Because our middle level learners are ready for more independence, age-appropriate challenges, and they crave mastery of skills, we need to teach them differently. Middle level learners need to spend less time memorizing content and more time developing skills. They need to imagine more, choose more, produce more so that they like school more. A skill-centered curriculum, using content as a vehicle for skill development, is the future of middle level education.

Thursday, February 13, 2014

Educational Technology and Skills Part 2: How we can expand our understanding of the value of technology in the classroom by expanding the definition of “Educational Technology”

Tactile experiences with technology can supercharge skill development. When students utilize the speed and allure of technology in combination with the tactile experiences associated with hands-on building and constructing, the opportunity for deep skill development increases. If we devoted more of our school technology dollars (and mental commitment) to hands-on technologies that allow reiterative manipulation- what I like to call “Tactnologies”- we would see students developing the thinking and producing skills we value more rapidly.
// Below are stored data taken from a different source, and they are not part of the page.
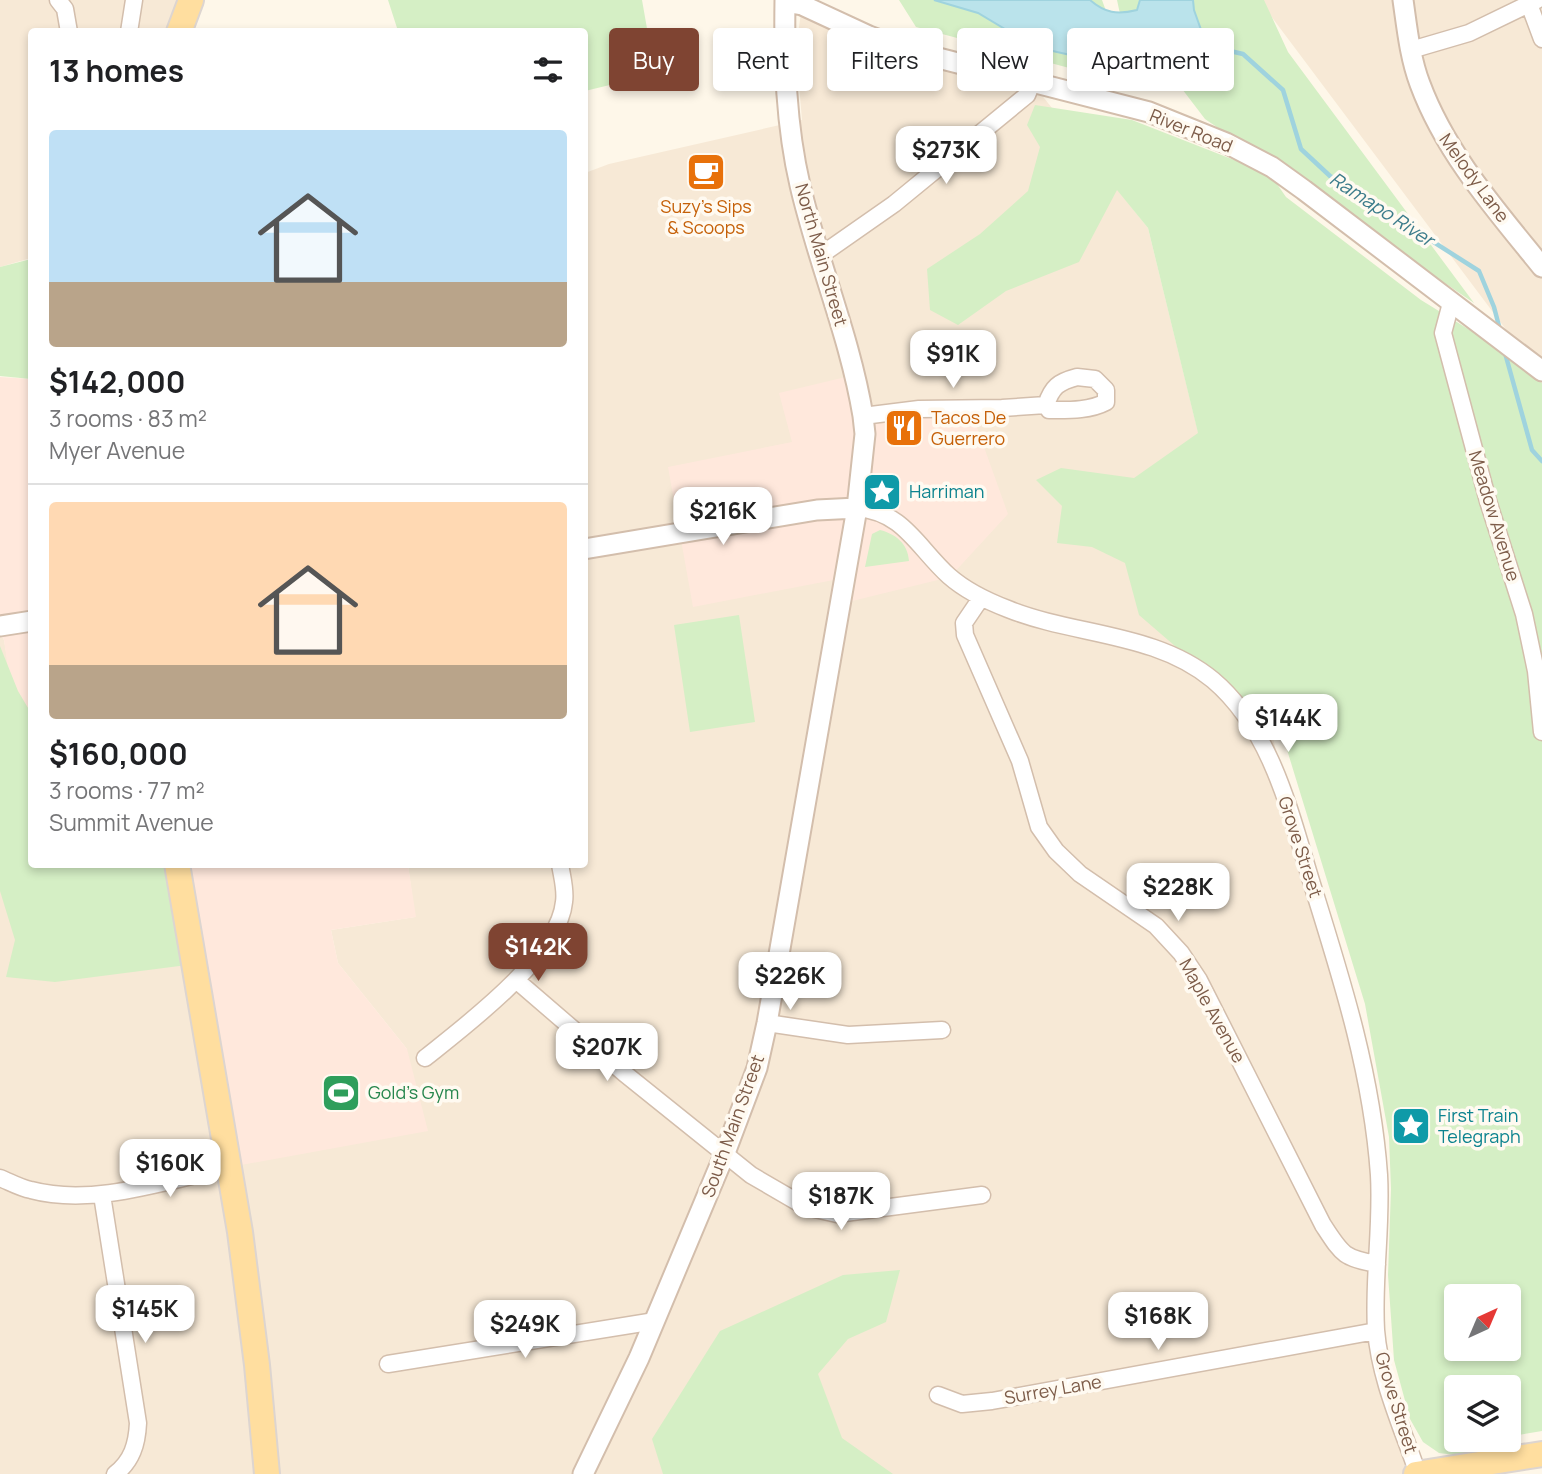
<!DOCTYPE html>
<meta charset="utf-8">
<style>
:root{--surface:#fff;--page:#f6f6f6;--text:#202124;--muted:#757577;--line:#e0e0e0;--accent:#7f4432}
body{margin:0;font-family:Manrope,sans-serif;background:var(--page);color:var(--text);height:100vh;display:flex;flex-direction:column;font-size:26px;white-space:nowrap}
*{box-sizing:border-box;margin:0}
p{font-size:23px;color:var(--muted)}
.icon{flex:none;width:38px;height:38px;fill:none;stroke:currentColor;stroke-width:2;stroke-linecap:round;stroke-linejoin:round}
.map{position:relative;flex:1;overflow:hidden}
.details{position:absolute;left:28px;top:28px;width:560px;height:840px;display:flex;flex-direction:column;background:var(--surface);border-radius:7px;box-shadow:0 4px 10px #0003}
.details>*{flex:none}
.hud{position:absolute;left:609px;top:28px;width:665px;height:63px;display:flex;gap:14px}
.needle{width:46px;rotate:44deg}
.tools{position:absolute;left:1444px;top:1284px;display:grid;gap:14px}
.tools a{display:grid;place-items:center;width:77px;height:77px;border-radius:7px;background:var(--surface);box-shadow:0 4px 10px #0003;font-size:35px}
.price{position:absolute;translate:-50% -60px;padding:0 16px;border-radius:14px;background:#fff;color:#222;font-size:23px;line-height:46px;filter:drop-shadow(0 2px 4px #0008)}
.price::after{content:'';position:absolute;left:50%;top:42px;width:21px;height:16px;margin-left:-10px;background:inherit;clip-path:polygon(0 0,100% 0,50% 100%)}
.price.active{background:var(--accent);color:#fff}
ul{padding:0;list-style:none}
li{display:grid;align-content:center;gap:14px;height:371px;padding:0 21px}
li+li{border-top:2px solid var(--line)}
li span{display:grid;place-items:center;height:217px;border-radius:7px;color:#555}
li>.icon{margin-inline-start:auto}
span .icon{width:126px;height:126px;fill:#fffc;stroke-width:1}
li b{font-size:30px}
h2{display:flex;justify-content:space-between;align-items:center;height:84px;padding:0 21px;font-size:30px}
.chip{padding:0 24px;border-radius:7px;background:var(--surface);box-shadow:0 4px 10px #0003;font-size:24px;line-height:63px}
.chip.active{background:var(--accent);color:#fff}
.map>svg:first-child{display:block}
.residential{fill:#f7e9d6}
.commercial{fill:#ffe8dc}
.green{fill:#d5efc5;fill-rule:evenodd}
.water{fill:#bae3eb;stroke:#9fd3de;stroke-width:2}
.lines{fill:none;stroke-linecap:round;stroke-linejoin:round}
.stream{stroke:#9fd3de;stroke-width:4.5}
.minor-casing{stroke:#d3beac;stroke-width:19}
.tertiary-casing{stroke:#d3beac;stroke-width:23}
.primary-casing{stroke:#ddd5d0;stroke-width:28}
.minor{stroke:#fff;stroke-width:16}
.tertiary{stroke:#fff;stroke-width:19}
.primary{stroke:#ffde9f;stroke-width:24}
.labels{text-anchor:middle;stroke-width:7;stroke-linejoin:round;paint-order:stroke}
.street-label{font-size:18px;fill:#7d5c49;stroke:#fffaf1}
.food-label{font-size:18px;fill:#c56008;stroke:#fffaf1}
.culture-label{font-size:18px;fill:#0d838f;stroke:#fffaf1;text-anchor:start}
.leisure-label{font-size:18px;fill:#27864d;stroke:#fffaf1;text-anchor:start}
.water-label{font-size:19px;font-style:italic;fill:#3c7c8b;stroke:#fffaf1}
</style>
<div class="map">
<svg width="1542" height="1474" viewBox="0 0 1542 1474">
<rect width="100%" height="100%" fill="#fef7e9"/>
<path class="residential" d="M0,0H182L171,31L32,32L31,258L0,267Z
M1259,0H1542V371L1531,363Z
M802,5L1032,83L1148,228L1296,832L1372,1109L1376,1331L1418,1474H0V633L4,640L31,799L32,864L195,964L407,1049L338,963L331,930L415,917L408,865L584,864L585,173L609,164L802,120L796,49Z"/>
<path class="commercial" d="M854,375L864,416L970,408L1008,514L950,577L840,604L844,578L693,607L668,467L792,442L779,393Z
M0,377L31,379L32,789L24,790L4,640L0,633Z
M177,865H408L416,917L331,930L338,963L407,1049L428,1131L230,1167Z"/>
<path class="green" d="M388,0H642L655,74L585,91L584,32L398,31Z
M899,0H1102L1106,11L1120,14L1117,0H1264L1288,52L1474,303L1205,119L1153,51L1088,73L916,27Z
M1035,105L1132,120L1270,174L1286,197L1421,300L1473,332L1542,383V1431L1512,1436L1509,1439L1508,1388H1456V1440H1507L1503,1444L1455,1455L1439,1453L1423,1442L1410,1419L1394,1360L1388,1275L1391,1189L1389,1137L1365,1004L1284,740L1139,615L1125,563L1092,547L1057,543L1062,506L1036,480L1061,468L1134,478L1198,433L1148,228L1117,190L1079,262L1006,291L958,325L930,310L927,269L980,234L1028,191L1040,147L1027,125ZM1456,1297H1508V1349H1456Z
M31,259V379L0,376V267Z
M880,530C896,534 908,544 909,561L865,567L872,534Z
M739,615L755,722L690,732L674,625Z
M0,646L18,691L31,713L32,864L177,865L195,964L55,982L6,977L15,940L0,891Z
M900,1270L886,1322L848,1339L818,1374L842,1438L893,1474H663L652,1439L720,1331L843,1275Z"/>
<path class="water" d="M934,0H1090C1105,13 1117,15 1137,10L1140,0H1193L1194,10L1205,41L1192,65L1142,47L1088,59L1035,47L978,13Z"/>
<g class="lines">
<path class="stream" d="M1200,44L1243,54L1283,90L1301,149L1330,176L1479,271L1494,307L1500,330
M1505,353L1532,450L1542,461"/>
<g class="minor-casing">
<path id="minor" d="M58,0L65,9L69,32
M1529,4L1542,39
M129,32L134,0
M1411,50L1469,33L1537,0
M821,255L894,204L1027,95L1032,83
M1451,303L1443,333L1488,501L1524,614L1536,671L1542,732
M1077,377L1095,379L1106,390V402C1089,411 1068,410 1049,410L1046,405C1052,387 1058,382 1077,377Z
M863,416L919,409L1002,408L1046,405
M857,508C904,512 917,547 949,576C966,591 987,601 1008,609C1075,636 1155,632 1213,680C1272,730 1290,813 1312,884C1342,980 1372,1074 1379,1175C1382,1226 1373,1279 1376,1330C1380,1380 1402,1427 1418,1474
M981,598L964,623L965,635L1020,761L1039,827L1056,851L1080,874L1156,926L1181,953L1199,980L1323,1225C1342,1254 1343,1258 1377,1264
M516,980L624,1073L751,1175L806,1207L837,1214L982,1195
M767,1023L848,1035L942,1030
M425,1058C465,1026 559,956 564,902C566,890 562,877 560,864
M0,1178C10,1182 20,1188 31,1190C94,1207 168,1180 230,1167
M102,1195L138,1423C137,1444 132,1461 115,1474
M388,1364L655,1321
M938,1395L962,1404L992,1401L1376,1331"/>
</g>
<g class="tertiary-casing">
<path id="tertiary" d="M1403,0C1407,28 1410,58 1420,84C1446,154 1496,210 1542,267
M785,2L802,5L869,36L907,50L1149,112L1226,143L1272,167L1304,190L1542,371
M584,549L817,510L857,508
M0,626L32,621
M583,1474L639,1358L725,1153L757,1068L767,1023L857,508L865,434L863,416C850,337 818,263 800,185C786,125 784,62 785,0"/>
</g>
<g class="primary-casing">
<path id="primary" d="M179,32L191,0
M177,864L240,1232L257,1365L267,1474
M1416,1474L1542,1454"/>
</g>
<use href="#minor" class="minor"/>
<use href="#tertiary" class="tertiary"/>
<use href="#primary" class="primary"/>
</g>
<defs>
<g id="cafe-square" transform="scale(2.0125)"><rect x="-9" y="-9" width="18" height="18" rx="4" fill="#e8710a" stroke="#fffaf1"/><path d="M-5.5-4.5H6V0H3Q3 3.5 0 3.5H-2.5Q-5.5 3.5-5.5 0ZM3-3.2v2h1.7v-2ZM-6 4.5H4V6H-6Z" fill="#fff"/></g>
<g id="restaurant-square" transform="scale(2.0125)"><rect x="-9" y="-9" width="18" height="18" rx="4" fill="#e8710a" stroke="#fffaf1"/><path d="M-5-6h1v4h1v-4h1v4h1v-4h1v5L-1.5 .5V6h-2V.5L-5-1ZM5-6V6H3V1.5H1.5Q1.5-4 5-6Z" fill="#fff"/></g>
<g id="sight-square" transform="scale(2.0125)"><rect x="-9" y="-9" width="18" height="18" rx="4" fill="#0f9aa8" stroke="#fffaf1"/><path d="M0-6L1.8-2.2L6-1.7L2.9 1.2L3.7 5.4L0 3.3L-3.7 5.4L-2.9 1.2L-6-1.7L-1.8-2.2Z" fill="#fff"/></g>
<g id="stadium-square" transform="scale(2.0125)"><rect x="-9" y="-9" width="18" height="18" rx="4" fill="#2e9e5b" stroke="#fffaf1"/><path d="M0-5a6.5 5 0 1 0 0 10a6.5 5 0 1 0 0-10ZM-3.5-1.8h7v3.6h-7Z" fill="#fff"/></g>
</defs>
<g fill-rule="evenodd">
<use href="#cafe-square" x="706" y="172"/>
<use href="#restaurant-square" x="904" y="428"/>
<use href="#sight-square" x="882" y="492"/>
<use href="#stadium-square" x="341" y="1093"/>
<use href="#sight-square" x="1411" y="1126"/>
</g>
<g class="labels">
<g class="street-label">
<text transform="translate(1191 131) rotate(22)" y="6">River Road</text>
<text transform="translate(1474 178) rotate(54)" y="6">Melody Lane</text>
<text transform="translate(821 255) rotate(74)" y="6">North Main Street</text>
<text transform="translate(1494 516) rotate(73)" y="6">Meadow Avenue</text>
<text transform="translate(1300 847) rotate(72)" y="6">Grove Street</text>
<text transform="translate(1212 1011) rotate(61)" y="6">Maple Avenue</text>
<text transform="translate(733 1126) rotate(-70)" y="6">South Main Street</text>
<text transform="translate(1053 1390) rotate(-10)" y="6">Surrey Lane</text>
<text transform="translate(1396 1403) rotate(73)" y="6">Grove Street</text>
</g>
<g class="food-label">
<text x="706" y="213">Suzy's Sips<tspan x="706" dy="21">&amp; Scoops</tspan></text>
<text x="931" y="424" text-anchor="start">Tacos De<tspan x="931" dy="21">Guerrero</tspan></text>
</g>
<g class="culture-label">
<text x="909" y="498">Harriman</text>
<text x="1438" y="1122">First Train<tspan x="1438" dy="21">Telegraph</tspan></text>
</g>
<g class="leisure-label">
<text x="368" y="1099">Gold's Gym</text>
</g>
<g class="water-label">
<text transform="translate(1382 209) rotate(33)" y="7">Ramapo River</text>
</g>
</g>
</svg>
<div class="tools">
<a><svg class="needle" viewBox="-14 -14 28 28"><path d="M0-13l5 13h-10z" fill="#e53935"/><path d="M0 13l5-13h-10z" fill="#757577"/></svg></a>
<a><svg class="icon" aria-label="layers" viewBox="0 0 24 24"><path d="M12 4l9 5-9 5-9-5zM3 14l9 5 9-5"/></svg></a>
</div>
<b class="price" style="left:946px;top:186px">$273K</b>
<b class="price" style="left:953px;top:390px">$91K</b>
<b class="price" style="left:723px;top:547px">$216K</b>
<b class="price" style="left:1288px;top:754px">$144K</b>
<b class="price" style="left:1178px;top:923px">$228K</b>
<b class="price active" style="left:538px;top:983px">$142K</b>
<b class="price" style="left:790px;top:1012px">$226K</b>
<b class="price" style="left:607px;top:1083px">$207K</b>
<b class="price" style="left:170px;top:1199px">$160K</b>
<b class="price" style="left:841px;top:1232px">$187K</b>
<b class="price" style="left:145px;top:1345px">$145K</b>
<b class="price" style="left:1158px;top:1352px">$168K</b>
<b class="price" style="left:525px;top:1360px">$249K</b>
<div class="hud">
<a class="chip active">Buy</a>
<a class="chip">Rent</a>
<a class="chip">Filters</a>
<a class="chip">New</a>
<a class="chip">Apartment</a>
</div>
<section class="details">
<h2>13 homes<svg class="icon" aria-label="filters" viewBox="0 0 24 24"><path d="M4 7h16M4 17h16"/><circle cx="9" cy="7" r="2"/><circle cx="15" cy="17" r="2"/></svg></h2>
<ul>
<li><span style="background:linear-gradient(#bfe0f5 70%,#b9a48a 0)"><svg class="icon" aria-label="home" viewBox="0 0 24 24"><path d="M3 11l9-7 9 7M6 9v11h12V9"/></svg></span><div><b>$142,000</b><p>3 rooms · 83 m²</p><p>Myer Avenue</p></div></li>
<li><span style="background:linear-gradient(#ffd9b3 75%,#b9a48a 0)"><svg class="icon" aria-label="home" viewBox="0 0 24 24"><path d="M3 11l9-7 9 7M6 9v11h12V9"/></svg></span><div><b>$160,000</b><p>3 rooms · 77 m²</p><p>Summit Avenue</p></div></li>
</ul>
</section>
</div>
Kids love to work with their hands- and the process they go through when building and revising their products promotes development of valuable thinking skills. If you have your own children- or get to observe kids in their natural settings- you know this. My sons- ages 6 and  8- spend hours building with Legos or sculpting in the yard with clay and sticks. Its endlessly engrossing- and they are constantly revising what they have created. That process of improvement through observation and alteration (reiteration) is first nature to them; they want what they are creating to function effectively, to look good, to be enduring. 

I have been thinking a lot about how our hands connect to our brains to produce intellectual growth- and how our cultural obsession with technology can be coopted to facilitate more of this. If our birthright as a species is manual dexterity and the tactile sensation that accompanies it, we must acknowledge that tactile experiences are integral to our sense of self. The process of making and its intellectual counterparts, critical revision and aesthetics, are our most fundamental sources of skill development.  

Now, the allure of technology’s speed and power is undeniable, and its omnipresence won’t abate, so let's wed it to our tactile habituations: our schools should facilitate our young people manually making things that have a technological component. The students will love it, because they are drawn to technology, they are by nature creators with their hands, and they have boundless desire for autonomy. The schools will succeed because students are gaining valuable skills- and having a better experience at school.

My term for this is “Tactnology.” That is, technologies that can be manipulated and customized by touch-based building. Think Legos Robotics: you build, you program, you see action. It started with Erector sets in the early 20th century, and today, products like Roominate, Squishy Circuits, Linkbots, littleBits are some of the products out there that kids to generate and revise ideas that use electricity and computing to produce high impact outputs. These would be technologies that truly facilitate valuable education in children; they would be a new form of educational technology.